July 29th, 2009 at 8:42 am
First of all,… you can completely ignore that diagram. I’d hope people understand propaganda when they see it.
Jonathan Cohn:
(hat tip Ezra)
So to some issues point by point:
“What is the rush?”
Delay will have the tendency of killing any reform… good or bad. To the extent that any party thinks their reform is good, they’ll try to speed it up. This isn’t really a surprise, it’s right in the GOP strategy memo. Also note that the Senate is a much more efficient body at stopping things rather than passing them.
“I have two relatives in Canada, both in their late 50s.” Ok, so here’s the deal. You can find ‘bad’ outcomes in any system. The only way to look at the overall effectiveness of the system is to look at it systemically, This means anecdotes are not very useful.

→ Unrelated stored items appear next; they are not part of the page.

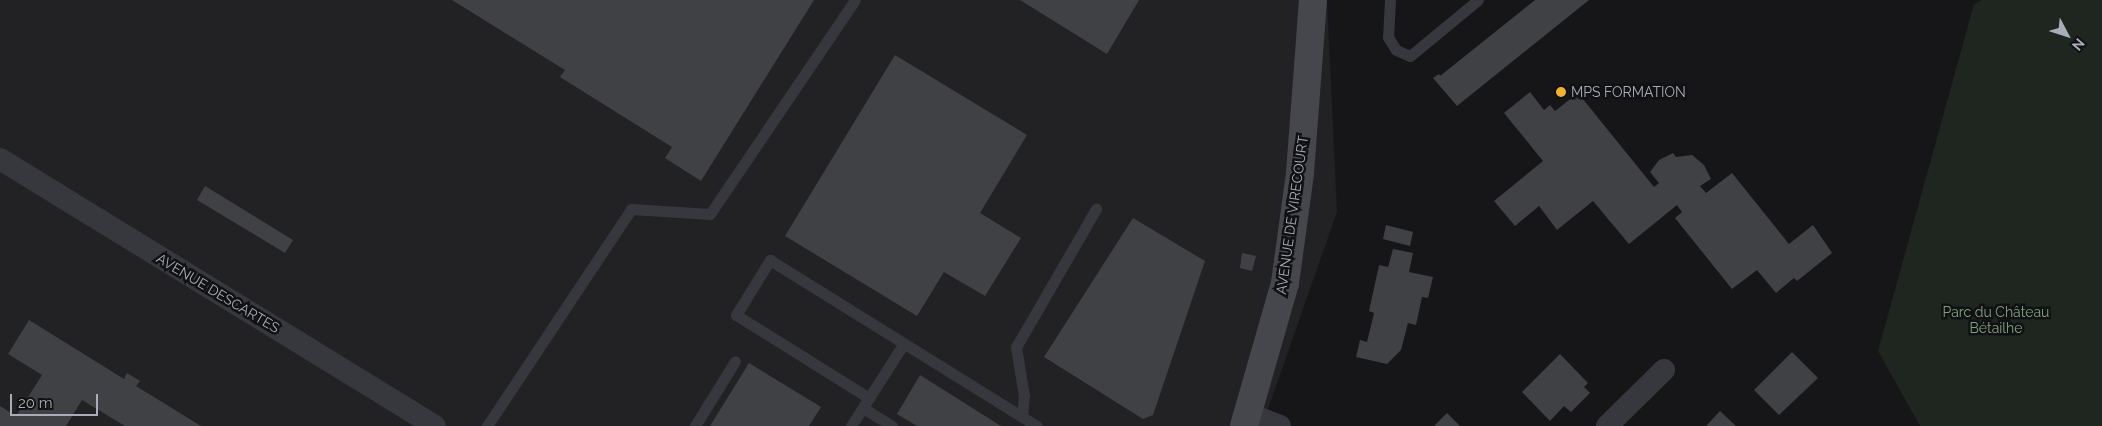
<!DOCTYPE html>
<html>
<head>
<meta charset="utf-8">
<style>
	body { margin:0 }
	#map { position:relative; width:2102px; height:426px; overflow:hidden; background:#161618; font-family:Raleway,sans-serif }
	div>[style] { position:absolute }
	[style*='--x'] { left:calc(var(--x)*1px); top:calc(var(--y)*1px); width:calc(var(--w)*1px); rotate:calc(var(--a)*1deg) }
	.built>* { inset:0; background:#222225 }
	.green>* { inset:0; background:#1e261f }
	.building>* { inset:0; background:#404145 }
	.lane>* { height:11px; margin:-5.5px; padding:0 5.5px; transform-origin:5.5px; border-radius:5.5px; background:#37383d }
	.street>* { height:22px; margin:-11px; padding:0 11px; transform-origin:11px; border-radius:11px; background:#37383d }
	.secondary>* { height:28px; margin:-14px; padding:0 14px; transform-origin:14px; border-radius:14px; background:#45474d }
	.dots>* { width:14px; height:14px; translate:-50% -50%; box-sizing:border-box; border:2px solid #111113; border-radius:50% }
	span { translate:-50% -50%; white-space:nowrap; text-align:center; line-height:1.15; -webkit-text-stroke:5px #111113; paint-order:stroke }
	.poi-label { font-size:14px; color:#a8adb8 }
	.left { translate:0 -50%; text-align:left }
	.street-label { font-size:14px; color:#a8adb8 }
	.park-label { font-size:14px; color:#7fa381 }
	.north { position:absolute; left:2042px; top:10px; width:50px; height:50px; -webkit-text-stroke:4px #111113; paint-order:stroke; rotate:130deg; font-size:14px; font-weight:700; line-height:20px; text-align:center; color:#a8adb8 }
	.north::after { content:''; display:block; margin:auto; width:18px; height:22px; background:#a8adb8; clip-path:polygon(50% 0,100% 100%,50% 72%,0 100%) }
	.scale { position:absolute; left:10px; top:394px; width:88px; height:22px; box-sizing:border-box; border:2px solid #a8adb8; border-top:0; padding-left:6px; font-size:15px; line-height:18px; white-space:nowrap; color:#a8adb8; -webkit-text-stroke:4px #111113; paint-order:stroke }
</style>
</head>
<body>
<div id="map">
	<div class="built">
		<i style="clip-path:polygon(0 0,1327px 0,1337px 212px,1262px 426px,0 426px)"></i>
	</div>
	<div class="green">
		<i style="clip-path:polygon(1982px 0,2102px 0,2102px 426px,1920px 426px,1878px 351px,1974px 4px)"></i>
	</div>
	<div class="building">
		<i style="clip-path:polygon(452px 0,814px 0,701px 181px,665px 158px,672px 147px,560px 77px,565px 70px)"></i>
		<i style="clip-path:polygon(1020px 0,1139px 0,1107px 54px)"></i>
		<i style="clip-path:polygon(1535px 0,1589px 0,1457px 106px,1433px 78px,1439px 74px,1440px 76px)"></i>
		<i style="clip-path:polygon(895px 55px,1027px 135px,980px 213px,1021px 238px,985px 296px,944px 272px,917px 316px,785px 236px)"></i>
		<i style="clip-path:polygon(1530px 92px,1544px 110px,1550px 105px,1555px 111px,1578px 93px,1654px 187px,1659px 183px,1650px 172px,1659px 160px,1673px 153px,1676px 157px,1692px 155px,1704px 165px,1711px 179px,1700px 186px,1706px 193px,1732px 173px,1789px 244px,1813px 225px,1832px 253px,1797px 281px,1794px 278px,1776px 293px,1757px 270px,1732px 289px,1675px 218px,1682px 212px,1677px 205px,1629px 244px,1593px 201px,1557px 230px,1539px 206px,1515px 226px,1494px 201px,1543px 161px,1504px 113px)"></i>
		<i style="clip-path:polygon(205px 186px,293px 240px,285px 253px,197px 200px)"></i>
		<i style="clip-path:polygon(1133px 218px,1205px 261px,1153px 415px,1143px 419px,1044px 357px)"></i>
		<i style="clip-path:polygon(1386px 225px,1413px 232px,1410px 246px,1383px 239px)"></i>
		<i style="clip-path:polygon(1393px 249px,1413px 253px,1409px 272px,1433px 277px,1428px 298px,1422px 297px,1416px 325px,1408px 323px,1401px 350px,1387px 364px,1356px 357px,1360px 340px,1367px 342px,1374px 313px,1369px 311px,1379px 265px,1388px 267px)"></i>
		<i style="clip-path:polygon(1242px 253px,1256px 256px,1252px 271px,1240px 268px)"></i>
		<i style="clip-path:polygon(29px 320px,124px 379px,127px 373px,140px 381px,136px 386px,201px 426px,125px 426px,82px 400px,66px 426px,0 426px,0 406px,16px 416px,42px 375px,8px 354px)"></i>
		<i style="clip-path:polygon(1792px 352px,1818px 378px,1779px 415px,1754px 390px)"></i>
		<i style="clip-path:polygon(1560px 354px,1588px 383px,1584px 387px,1590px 393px,1571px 412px,1564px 406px,1550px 421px,1522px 392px)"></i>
		<i style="clip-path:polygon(749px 363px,821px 407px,809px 426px,710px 426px)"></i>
		<i style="clip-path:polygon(920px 375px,1001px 426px,917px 426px,897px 414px)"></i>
		<i style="clip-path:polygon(1720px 411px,1736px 426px,1706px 426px)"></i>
		<i style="clip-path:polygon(1447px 413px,1460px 426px,1434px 426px)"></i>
	</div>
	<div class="lane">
		<i style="--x:1390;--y:0;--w:37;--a:93"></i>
		<i style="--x:1388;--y:37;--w:15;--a:58"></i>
		<i style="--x:1396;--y:50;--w:15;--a:23"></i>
		<i style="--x:1410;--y:56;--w:88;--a:-39.5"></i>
		<i style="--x:869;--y:398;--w:157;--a:-148"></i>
		<i style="--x:736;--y:315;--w:65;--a:-58.3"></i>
		<i style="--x:770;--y:260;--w:314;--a:31.9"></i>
		<i style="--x:863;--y:408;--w:34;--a:32"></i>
		<i style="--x:1022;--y:417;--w:21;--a:-85"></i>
		<i style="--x:1024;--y:396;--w:50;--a:-99.3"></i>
		<i style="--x:1016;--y:347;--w:160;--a:-59.9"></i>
		<i style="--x:487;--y:426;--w:260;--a:-56.4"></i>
		<i style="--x:631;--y:209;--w:79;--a:3.6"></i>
		<i style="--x:710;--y:214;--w:258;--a:-55.9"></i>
		<i style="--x:695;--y:426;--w:76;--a:-58.4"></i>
		<i style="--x:851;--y:426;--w:98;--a:-57.4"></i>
	</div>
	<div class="street">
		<i style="--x:0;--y:159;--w:510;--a:31.54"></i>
		<i style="--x:1249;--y:414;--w:33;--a:21"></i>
		<i style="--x:1607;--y:426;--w:80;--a:-44.5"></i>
	</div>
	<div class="secondary">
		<i style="--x:1244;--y:426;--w:149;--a:-74"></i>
		<i style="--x:1285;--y:283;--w:111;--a:-82.2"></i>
		<i style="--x:1300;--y:173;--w:173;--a:-85.7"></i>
	</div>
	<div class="dots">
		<i style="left:1561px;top:92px;background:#f2b134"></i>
	</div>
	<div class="poi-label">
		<span class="left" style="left:1571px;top:92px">MPS FORMATION</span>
	</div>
	<div class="street-label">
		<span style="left:1292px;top:215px;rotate:-82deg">AVENUE DE VIRECOURT</span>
		<span style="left:218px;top:293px;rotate:31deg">AVENUE DESCARTES</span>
	</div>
	<div class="park-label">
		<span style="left:1996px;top:320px">Parc du Château<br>Bétailhe</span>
	</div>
	<div class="north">N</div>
	<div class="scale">20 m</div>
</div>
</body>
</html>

Suffice to say there are others who are gratefull they were in Canada when they got sick.
“She had had thyroid surgery, and after some difficulty come through it okay.”
In most circles that counts as a ‘good’ outcome not a ‘bad’ outcome. Glad she’s doing well.
“My son’s father-in-law…”
See “I have two relatives…” above.
‘”The lab results came back in almost instantly where back home you wait a week or two to get lab results. When I watched hospitals like this on TV in Canada, I thought they were fictional. I had no idea hospitals like Lahey really existed.”‘
This isn’t a function of insurance, but rather of delivery. The single payer proposal that the post is about doesn’t really address delivery. Of course you could say that making things cheaper will make delivery worse, and there is some logic to that, but you’d have to assume that what we pay now is already is ‘right’ to assume that costs can’t be cut.